[PATCH] Implemented llvm::sys::locale::columnWidth and isPrint for the case of generic UTF8-capable terminal.

Sat Aug 3 22:26:26 PDT 2013


================
Comment at: unittests/Support/LocaleTest.cpp:38-54
@@ +37,19 @@
+
+  // Invalid UTF-8 strings, columnWidth should be byte count.

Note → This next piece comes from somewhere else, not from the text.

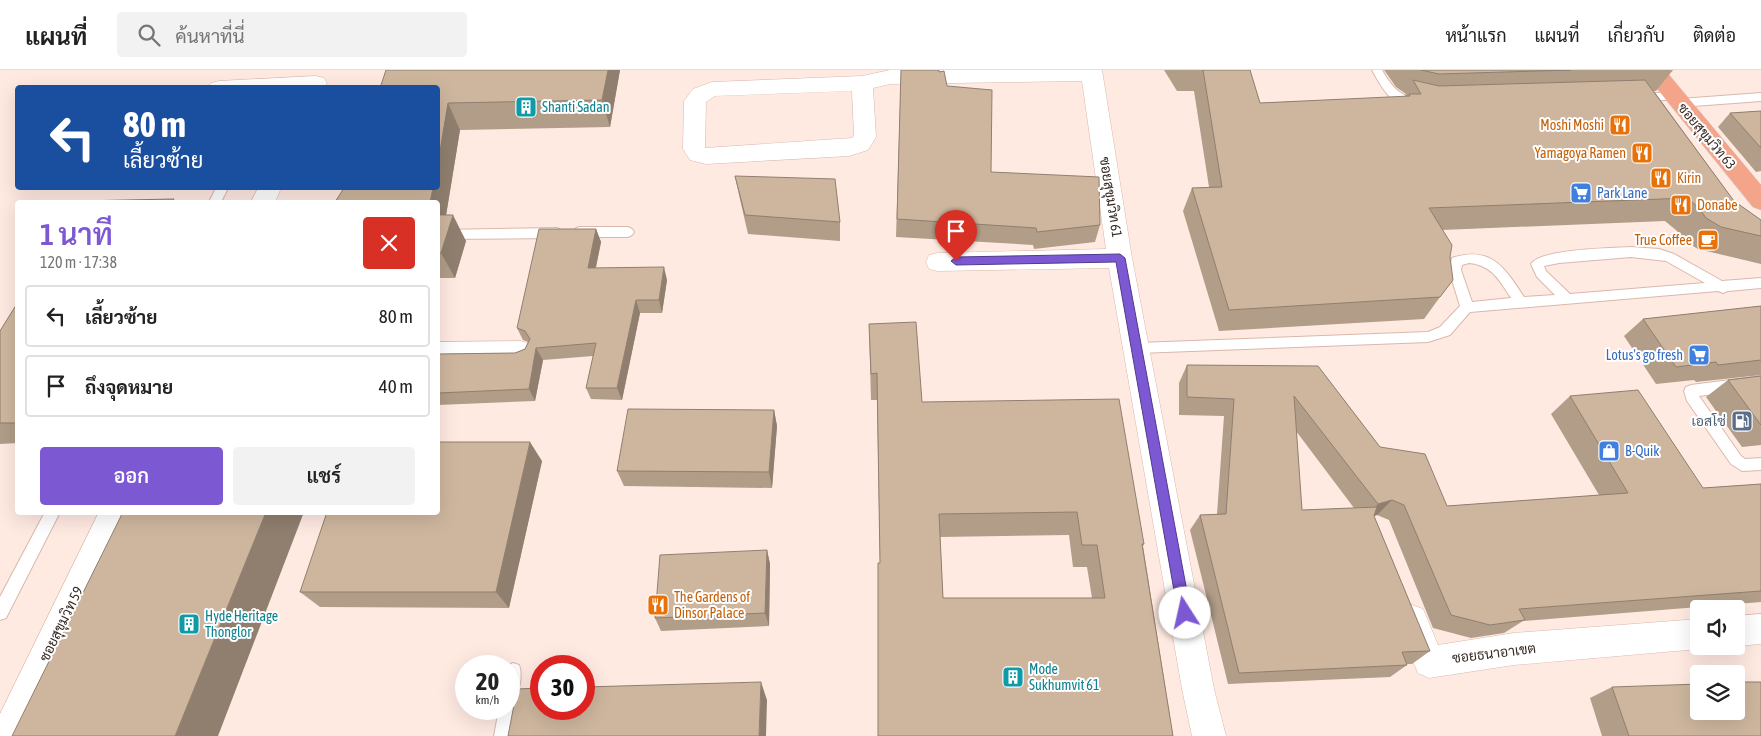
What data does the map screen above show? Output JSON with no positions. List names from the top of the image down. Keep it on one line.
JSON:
{"streets":{"main road":["ซอยสุขุมวิท 63"],"street":["ซอยสุขุมวิท 61","ซอยสุขุมวิท 59","ซอยธนาอาเขต"]},"places":{"building":["Shanti Sadan","Hyde Heritage Thonglor","Mode Sukhumvit 61"],"restaurant":["Moshi Moshi","Yamagoya Ramen","Kirin","Donabe","The Gardens of Dinsor Palace"],"supermarket":["Park Lane","Lotus's go fresh"],"cafe":["True Coffee"],"fuel station":["เอสโซ่"],"shop":["B-Quik"]},"page":{"header":"แผนที่","search":"ค้นหาที่นี่","nav":["หน้าแรก","แผนที่","เกี่ยวกับ","ติดต่อ"],"turn":["80 m","เลี้ยวซ้าย"],"heading":["1 นาที","120 m · 17:38"],"list":[{"name":"เลี้ยวซ้าย","value":"80 m"},{"name":"ถึงจุดหมาย","value":"40 m"}],"buttons":["ออก","แชร์"],"speed":"20 km/h","limit":"30"}}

+  EXPECT_EQ(1, columnWidth("\344"));
+  EXPECT_EQ(2, columnWidth("\344\270"));
+  EXPECT_EQ(3, columnWidth("\344\270\033"));
+  EXPECT_EQ(3, columnWidth("\344\270\300"));
+  EXPECT_EQ(3, columnWidth("\377\366\355"));
+
+  EXPECT_EQ(5, columnWidth("qwer\344"));
+  EXPECT_EQ(6, columnWidth("qwer\344\270"));
+  EXPECT_EQ(7, columnWidth("qwer\344\270\033"));
+  EXPECT_EQ(7, columnWidth("qwer\344\270\300"));
+  EXPECT_EQ(7, columnWidth("qwer\377\366\355"));
+
+  // UTF-8 sequences longer than 4 bytes correspond to unallocated Unicode
+  // characters.
+  EXPECT_EQ(5, columnWidth("\370\200\200\200\200"));     // U+200000
+  EXPECT_EQ(6, columnWidth("\374\200\200\200\200\200")); // U+4000000
+}
----------------
Jordan Rose wrote:
> Alexander Kornienko wrote:
> > Jordan Rose wrote:
> > > Dmitri Gribenko wrote:
> > > > Dmitri Gribenko wrote:
> > > > > Alexander Kornienko wrote:
> > > > > > Dmitri Gribenko wrote:
> > > > > > > Dmitri Gribenko wrote:
> > > > > > > > Alexander Kornienko wrote:
> > > > > > > > > Dmitri Gribenko wrote:
> > > > > > > > > > As far as I understand, this handling of incorrect UTF-8 is not correct.  As far as I remember, according tot the standard, incorrect UTF and code points should either not be processed at all (=return an error), or invalid subsequences should be replaced with replacement character U+FFFD.
> > > > > > > > > > 
> > > > > > > > > > The interesting part is that it looks like some terminals don't follow this rule.  As far as I remember, gnome-terminal will use the replacement character, and "\370\200\200\200\200" will be rendered in 1 column.  Same for iTerm2 on OS X.  But the built-in Terminal.app displays "?????".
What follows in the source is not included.